The Repair Station Business
Working in a regulated industry
By Joe Hertzler
All business is regulated to one extent or another, but those of us in the aircraft maintenance repair station business are held to a little higher standard than similar companies in other industries. We are subject to regular inspections and audits from the FAA to ensure that we are in compliance with the regulations that govern the work we do and that the aircraft we approve for return to service are delivered airworthy.
One thing is for sure, business is business and to stay in business, no matter how tight the regulations, a business must be profitable. I believe that it’s the technician on the hangar floor, working to resolve the latest discrepancy on the aircraft that brings profitability to today’s repair station. This month, I want to look at a few of the things that can get in the way of the technician who is working hard to stay profitable.
Is the process you use efficient?
In years past, the Corporate Aviation maintenance repair station business played a different role in our industry. We supported a very active new aircraft sales group and enjoyed fairly significant new parts margins when we sold parts in addition to the maintenance we performed. Today, it is a little different picture. Manufacturers are handling the sale of most new business aircraft and the parts margins are dwindling. Today, the Corporate Aviation maintenance repair station business must be efficient at completing the work as well and make a profit on labor.
So, whose job is it to get the work done, with the highest quality and in the shortest time? You guessed it, yours. But what about all those regulations? Who is going to comply with all that paper work stuff? You guessed it, you. Get it done fast and in compliance? Seems like those two don’t go together. Well, they do. No one ever said that getting the work done quickly meant sacrificing quality. As a matter of fact, organizing the work so that it gets accomplished in a pre-defined order, with the right tools and the right team usually means faster and with higher quality. Where we usually run into the conflict is with the FAA. In order to incorporate new procedures, we are required to get the FAA involved, and for most of us, that’s like going to the dentist. The FAA will often throw up a brick wall to new procedures not because the procedure is not in compliance, but because they may not have seen it done that way before. To be able to accept the procedure, your inspector would have to research and discover how your new procedure is in compliance. He or she already knows that the old procedure is in compliance and would rather that you just keep doing it (whatever it is) your old way. Like it or not, the FAA’s job is to make sure you are working in compliance with the regulations, not to make it easy for you.
The FAA is not concerned with your profitability
The fact is, it’s not the FAA’s job to make you profitable. It’s the FAA’s job to make sure you’re complying with the regulation and that you run a safe operation. To that end, the FAA primary inspector assigned to your repair station comes by at least once each year to "inspect" your operation. They want to know if you are still following the procedures that were accepted when you applied for and received the repair station certificate.

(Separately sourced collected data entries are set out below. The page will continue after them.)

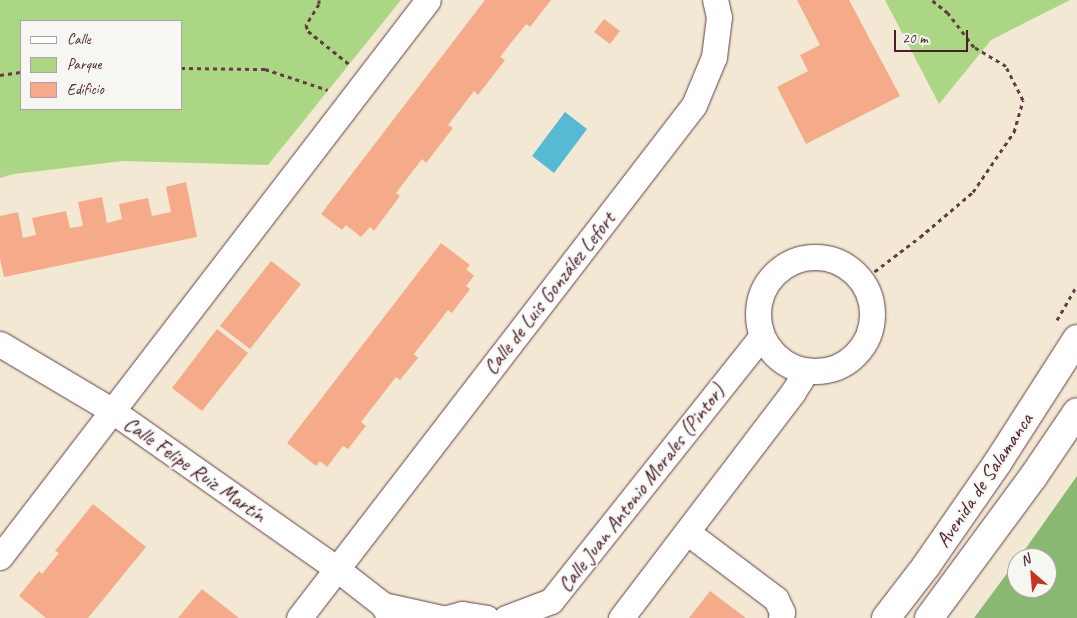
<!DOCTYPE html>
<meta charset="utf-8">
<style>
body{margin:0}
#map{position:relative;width:1077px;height:618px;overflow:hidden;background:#f2e8d4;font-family:Caveat,sans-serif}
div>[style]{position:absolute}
.green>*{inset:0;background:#abd784}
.forest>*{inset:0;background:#88b872}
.water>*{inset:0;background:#56bad4}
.building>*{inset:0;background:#f5ab8a}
.path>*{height:3px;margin-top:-1.5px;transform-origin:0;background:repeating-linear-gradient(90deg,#633d44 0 4px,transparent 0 8px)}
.roads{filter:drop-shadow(0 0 1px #633d44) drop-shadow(0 0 1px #633d44)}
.minor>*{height:25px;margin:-12.5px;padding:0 12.5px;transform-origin:12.5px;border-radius:12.5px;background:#fff}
.minor>.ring{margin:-12.5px;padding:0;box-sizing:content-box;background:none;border:25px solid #fff;border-radius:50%}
.highway>*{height:28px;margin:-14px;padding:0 14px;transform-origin:14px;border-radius:14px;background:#fff}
span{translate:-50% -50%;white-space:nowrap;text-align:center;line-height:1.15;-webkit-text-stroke:4px #f6f6f2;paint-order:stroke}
.street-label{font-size:21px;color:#4a1f2b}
.legend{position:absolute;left:20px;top:20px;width:162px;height:90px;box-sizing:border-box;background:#f6f6f2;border:1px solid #b1a0a2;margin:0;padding:6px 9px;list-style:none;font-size:15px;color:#4a1f2b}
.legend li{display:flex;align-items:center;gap:10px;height:25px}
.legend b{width:25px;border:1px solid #b1a0a2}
.north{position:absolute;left:1007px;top:548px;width:50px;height:50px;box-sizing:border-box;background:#f6f6f2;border:1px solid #b1a0a2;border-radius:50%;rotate:333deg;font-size:14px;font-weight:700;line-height:20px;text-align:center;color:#4a1f2b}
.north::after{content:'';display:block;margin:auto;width:18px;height:22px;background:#c8321e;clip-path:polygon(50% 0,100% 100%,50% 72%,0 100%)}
.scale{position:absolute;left:894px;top:30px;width:74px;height:22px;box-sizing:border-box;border:2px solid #4a1f2b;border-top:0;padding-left:6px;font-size:15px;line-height:18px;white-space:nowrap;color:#4a1f2b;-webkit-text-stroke:4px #f6f6f2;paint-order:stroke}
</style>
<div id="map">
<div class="green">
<i style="clip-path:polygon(evenodd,0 0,401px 0,268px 165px,123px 161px,14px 174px,0 178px,0 0,181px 21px,181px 109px,21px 109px,21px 21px,181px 21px)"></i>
<i style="clip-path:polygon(885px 0,1070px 0,991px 40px,939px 104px)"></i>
</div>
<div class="forest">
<i style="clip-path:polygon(1077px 476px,1077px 618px,974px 618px,1017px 560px,1017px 588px,1047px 588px,1047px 558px,1019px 558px)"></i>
</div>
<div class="water">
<i style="clip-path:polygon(565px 112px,587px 129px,554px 173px,532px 156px)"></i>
</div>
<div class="building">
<i style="clip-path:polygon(485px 0,551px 0,530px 27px,526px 24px,500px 57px,505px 60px,478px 95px,474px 91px,448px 125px,453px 128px,426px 163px,422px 159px,396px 193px,400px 196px,374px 231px,370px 227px,361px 237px,346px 225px,342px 230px,321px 214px)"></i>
<i style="clip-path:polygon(797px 0,849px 0,900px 96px,806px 144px,777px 87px,808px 71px,800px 55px,820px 45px)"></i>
<i style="clip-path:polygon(604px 19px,620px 31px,610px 44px,594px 32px)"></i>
<i style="clip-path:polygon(186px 182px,197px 237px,4px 277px,0 259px,0 216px,18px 212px,23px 238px,36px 235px,32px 218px,66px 211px,70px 228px,83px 226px,78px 202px,102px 197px,107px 223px,122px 219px,119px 204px,148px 198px,152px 216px,171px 212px,166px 187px)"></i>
<i style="clip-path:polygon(441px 243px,470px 265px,466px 269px,474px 276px,466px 286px,470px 289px,452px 313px,448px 310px,414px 354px,418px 358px,400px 380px,396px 377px,361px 422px,366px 426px,348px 449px,343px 446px,327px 467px,320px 461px,316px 466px,287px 443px)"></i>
<i style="clip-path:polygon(271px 261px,301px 284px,250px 349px,220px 326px)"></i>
<i style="clip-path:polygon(217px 329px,248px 353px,202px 411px,172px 388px)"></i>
<i style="clip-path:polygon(93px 504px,146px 547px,88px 618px,46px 618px,19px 596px,39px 571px,42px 574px,59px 553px,55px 551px)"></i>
<i style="clip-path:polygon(202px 589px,239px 618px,178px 618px)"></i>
<i style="clip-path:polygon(710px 591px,746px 618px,689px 618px)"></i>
</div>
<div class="path">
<i style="left:319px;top:0;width:4px;rotate:90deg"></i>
<i style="left:319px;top:4px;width:25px;rotate:122deg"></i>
<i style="left:306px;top:25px;width:6px;rotate:72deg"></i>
<i style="left:308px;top:31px;width:53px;rotate:38.8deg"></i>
<i style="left:181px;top:68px;width:84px;rotate:0.7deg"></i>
<i style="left:265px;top:69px;width:66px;rotate:18.4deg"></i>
<i style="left:0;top:75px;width:21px;rotate:-8deg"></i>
<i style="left:862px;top:281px;width:73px;rotate:-37.2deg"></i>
<i style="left:920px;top:237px;width:70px;rotate:-40.3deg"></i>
<i style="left:973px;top:192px;width:73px;rotate:-55.7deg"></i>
<i style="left:1014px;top:132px;width:33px;rotate:-74deg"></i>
<i style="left:1023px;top:100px;width:38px;rotate:-117deg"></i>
<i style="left:1006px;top:66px;width:37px;rotate:-149deg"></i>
<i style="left:974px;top:47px;width:43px;rotate:-127.4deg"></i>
<i style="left:948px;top:13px;width:21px;rotate:-141deg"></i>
<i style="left:1057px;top:320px;width:39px;rotate:-60deg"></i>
</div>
<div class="roads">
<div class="minor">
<i class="ring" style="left:758px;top:257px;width:89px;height:89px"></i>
<i style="left:0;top:344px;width:129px;rotate:30.7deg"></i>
<i style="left:111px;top:410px;width:276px;rotate:35.1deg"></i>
<i style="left:337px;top:569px;width:58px;rotate:38deg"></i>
<i style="left:383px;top:605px;width:15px;rotate:62deg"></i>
<i style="left:687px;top:532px;width:111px;rotate:37deg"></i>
<i style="left:776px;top:599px;width:14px;rotate:65deg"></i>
<i style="left:782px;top:612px;width:6px;rotate:99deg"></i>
<i style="left:0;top:557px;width:702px;rotate:-52.46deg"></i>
<i style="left:383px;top:605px;width:60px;rotate:12.4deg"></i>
<i style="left:299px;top:618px;width:647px;rotate:-52.4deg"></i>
<i style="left:694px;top:105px;width:52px;rotate:-67.4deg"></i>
<i style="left:714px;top:57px;width:40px;rotate:-82.9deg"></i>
<i style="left:719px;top:17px;width:17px;rotate:-103deg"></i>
<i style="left:447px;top:618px;width:16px;rotate:-15deg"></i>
<i style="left:462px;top:614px;width:25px;rotate:9deg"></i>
<i style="left:506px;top:618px;width:48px;rotate:-20.7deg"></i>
<i style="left:551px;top:601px;width:337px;rotate:-51.5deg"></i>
<i style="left:621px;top:618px;width:284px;rotate:-52.7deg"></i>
<i style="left:793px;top:392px;width:25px;rotate:-58deg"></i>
</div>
<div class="highway">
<i style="left:886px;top:618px;width:66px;rotate:-52.4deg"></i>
<i style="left:926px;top:566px;width:126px;rotate:-55.3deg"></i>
<i style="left:998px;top:462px;width:146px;rotate:-57.3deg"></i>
<i style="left:929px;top:618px;width:175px;rotate:-53.6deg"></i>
<i style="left:1033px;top:477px;width:78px;rotate:-55.9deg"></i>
</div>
</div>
<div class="street-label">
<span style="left:549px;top:293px;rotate:-52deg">Calle de Luis González Lefort</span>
<span style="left:195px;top:469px;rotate:35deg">Calle Felipe Ruiz Martín</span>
<span style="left:984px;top:480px;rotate:-56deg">Avenida de Salamanca</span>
<span style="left:641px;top:488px;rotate:-52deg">Calle Juan Antonio Morales (Pintor)</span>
</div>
<ul class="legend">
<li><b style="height:6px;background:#fff"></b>Calle</li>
<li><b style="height:14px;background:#abd784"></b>Parque</li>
<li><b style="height:14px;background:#f5ab8a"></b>Edificio</li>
</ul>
<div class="north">N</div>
<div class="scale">20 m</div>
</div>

The development of new procedures that increase the efficiency of your team is dynamic and really should never end. The sad thing is many don’t even try, or they develop and implement new procedures without getting input from the FAA and then get a nasty-gram from the FSDO following the yearly inspection.
Getting new procedures accepted by the FAA can be a time consuming process for someone, likely the Chief inspector or Director of Quality. However, the time is very well spent when the new procedures can improve your profitability. And the time it takes to get approval or acceptance can be reduced greatly with a little planning up front.